Data shown:
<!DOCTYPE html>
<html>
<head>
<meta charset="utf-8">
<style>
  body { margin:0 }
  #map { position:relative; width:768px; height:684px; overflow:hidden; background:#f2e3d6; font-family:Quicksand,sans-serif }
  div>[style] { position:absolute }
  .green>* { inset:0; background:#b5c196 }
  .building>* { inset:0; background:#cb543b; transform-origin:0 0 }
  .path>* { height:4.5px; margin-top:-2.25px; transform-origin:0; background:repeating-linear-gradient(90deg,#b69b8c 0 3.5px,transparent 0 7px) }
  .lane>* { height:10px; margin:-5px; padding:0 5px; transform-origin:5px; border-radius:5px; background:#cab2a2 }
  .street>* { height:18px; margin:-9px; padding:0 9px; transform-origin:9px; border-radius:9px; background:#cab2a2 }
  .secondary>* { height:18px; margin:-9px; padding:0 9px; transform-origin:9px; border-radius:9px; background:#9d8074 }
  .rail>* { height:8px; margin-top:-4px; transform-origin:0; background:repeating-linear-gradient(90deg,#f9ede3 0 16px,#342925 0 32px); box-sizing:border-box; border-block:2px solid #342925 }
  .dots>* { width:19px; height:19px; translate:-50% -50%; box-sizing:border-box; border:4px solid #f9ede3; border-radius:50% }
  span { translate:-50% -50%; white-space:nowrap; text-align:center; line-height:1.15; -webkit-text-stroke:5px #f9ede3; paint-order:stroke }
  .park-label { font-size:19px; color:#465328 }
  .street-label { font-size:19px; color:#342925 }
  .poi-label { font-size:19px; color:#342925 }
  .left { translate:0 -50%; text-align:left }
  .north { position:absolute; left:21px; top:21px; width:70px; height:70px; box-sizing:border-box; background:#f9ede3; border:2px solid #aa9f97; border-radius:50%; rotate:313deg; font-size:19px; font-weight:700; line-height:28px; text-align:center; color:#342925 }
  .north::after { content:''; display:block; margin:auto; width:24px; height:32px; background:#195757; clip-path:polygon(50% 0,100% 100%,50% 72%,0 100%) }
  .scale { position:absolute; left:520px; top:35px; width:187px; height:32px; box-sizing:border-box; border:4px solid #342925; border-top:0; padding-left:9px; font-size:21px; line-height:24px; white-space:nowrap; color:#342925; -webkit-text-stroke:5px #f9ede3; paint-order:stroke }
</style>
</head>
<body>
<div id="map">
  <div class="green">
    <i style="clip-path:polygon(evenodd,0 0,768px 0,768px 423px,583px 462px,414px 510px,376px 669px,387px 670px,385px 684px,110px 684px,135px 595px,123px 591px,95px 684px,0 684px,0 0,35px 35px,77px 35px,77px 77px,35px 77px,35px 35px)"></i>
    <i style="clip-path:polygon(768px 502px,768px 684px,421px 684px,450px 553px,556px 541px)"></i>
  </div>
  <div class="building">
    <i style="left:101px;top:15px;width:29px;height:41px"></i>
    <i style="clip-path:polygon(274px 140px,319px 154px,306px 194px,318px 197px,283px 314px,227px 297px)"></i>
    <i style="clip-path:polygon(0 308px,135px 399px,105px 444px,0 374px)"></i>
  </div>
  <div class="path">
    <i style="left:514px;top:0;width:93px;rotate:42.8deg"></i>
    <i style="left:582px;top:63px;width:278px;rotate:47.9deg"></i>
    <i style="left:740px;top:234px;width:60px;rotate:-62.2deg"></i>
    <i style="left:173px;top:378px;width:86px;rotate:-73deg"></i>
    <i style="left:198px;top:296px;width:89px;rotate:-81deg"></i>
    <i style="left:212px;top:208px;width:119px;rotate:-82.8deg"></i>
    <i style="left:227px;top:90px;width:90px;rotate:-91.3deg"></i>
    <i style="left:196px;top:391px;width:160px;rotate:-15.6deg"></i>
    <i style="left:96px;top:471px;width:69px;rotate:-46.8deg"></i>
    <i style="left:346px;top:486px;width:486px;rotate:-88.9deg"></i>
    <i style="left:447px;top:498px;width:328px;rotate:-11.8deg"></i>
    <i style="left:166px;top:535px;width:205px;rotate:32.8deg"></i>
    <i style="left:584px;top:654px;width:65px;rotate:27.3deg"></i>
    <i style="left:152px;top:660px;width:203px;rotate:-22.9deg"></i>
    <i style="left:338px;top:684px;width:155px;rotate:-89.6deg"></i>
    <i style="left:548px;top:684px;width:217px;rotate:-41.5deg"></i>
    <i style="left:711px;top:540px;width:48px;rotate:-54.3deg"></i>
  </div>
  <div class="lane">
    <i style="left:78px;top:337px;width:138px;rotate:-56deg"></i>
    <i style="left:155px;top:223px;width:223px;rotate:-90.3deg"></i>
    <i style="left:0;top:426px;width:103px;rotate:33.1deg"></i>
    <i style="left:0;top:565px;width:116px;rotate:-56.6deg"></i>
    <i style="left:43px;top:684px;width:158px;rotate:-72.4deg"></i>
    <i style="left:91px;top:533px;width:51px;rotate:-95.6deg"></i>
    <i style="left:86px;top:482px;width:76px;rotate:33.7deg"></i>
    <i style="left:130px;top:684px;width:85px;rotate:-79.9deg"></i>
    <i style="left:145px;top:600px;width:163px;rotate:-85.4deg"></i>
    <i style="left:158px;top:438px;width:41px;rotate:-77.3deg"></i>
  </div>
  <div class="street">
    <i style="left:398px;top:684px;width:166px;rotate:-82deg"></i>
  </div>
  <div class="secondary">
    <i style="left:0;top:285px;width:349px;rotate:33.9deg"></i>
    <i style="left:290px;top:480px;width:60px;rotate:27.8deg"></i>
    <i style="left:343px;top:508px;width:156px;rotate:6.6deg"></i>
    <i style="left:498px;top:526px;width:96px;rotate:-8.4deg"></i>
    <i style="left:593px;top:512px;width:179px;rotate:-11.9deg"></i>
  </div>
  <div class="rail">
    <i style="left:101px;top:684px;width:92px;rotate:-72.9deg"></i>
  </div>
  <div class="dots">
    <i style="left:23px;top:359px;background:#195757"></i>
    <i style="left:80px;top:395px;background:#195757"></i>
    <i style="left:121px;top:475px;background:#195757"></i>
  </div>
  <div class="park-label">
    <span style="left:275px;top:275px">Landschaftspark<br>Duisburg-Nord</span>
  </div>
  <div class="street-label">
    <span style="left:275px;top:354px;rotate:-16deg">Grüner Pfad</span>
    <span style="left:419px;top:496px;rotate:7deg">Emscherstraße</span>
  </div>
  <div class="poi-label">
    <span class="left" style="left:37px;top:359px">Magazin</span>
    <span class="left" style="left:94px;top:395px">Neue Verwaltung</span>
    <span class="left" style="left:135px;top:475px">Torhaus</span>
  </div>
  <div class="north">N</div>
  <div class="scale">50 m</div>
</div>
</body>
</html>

Task instructions: If a line comes after the one containing "height:4.5px; margin-top:-2.25px; transform-origin:0;", leave it out; set down every line of the data before it, and that line itself, exactly.

Answer:
<!DOCTYPE html>
<html>
<head>
<meta charset="utf-8">
<style>
  body { margin:0 }
  #map { position:relative; width:768px; height:684px; overflow:hidden; background:#f2e3d6; font-family:Quicksand,sans-serif }
  div>[style] { position:absolute }
  .green>* { inset:0; background:#b5c196 }
  .building>* { inset:0; background:#cb543b; transform-origin:0 0 }
  .path>* { height:4.5px; margin-top:-2.25px; transform-origin:0; background:repeating-linear-gradient(90deg,#b69b8c 0 3.5px,transparent 0 7px) }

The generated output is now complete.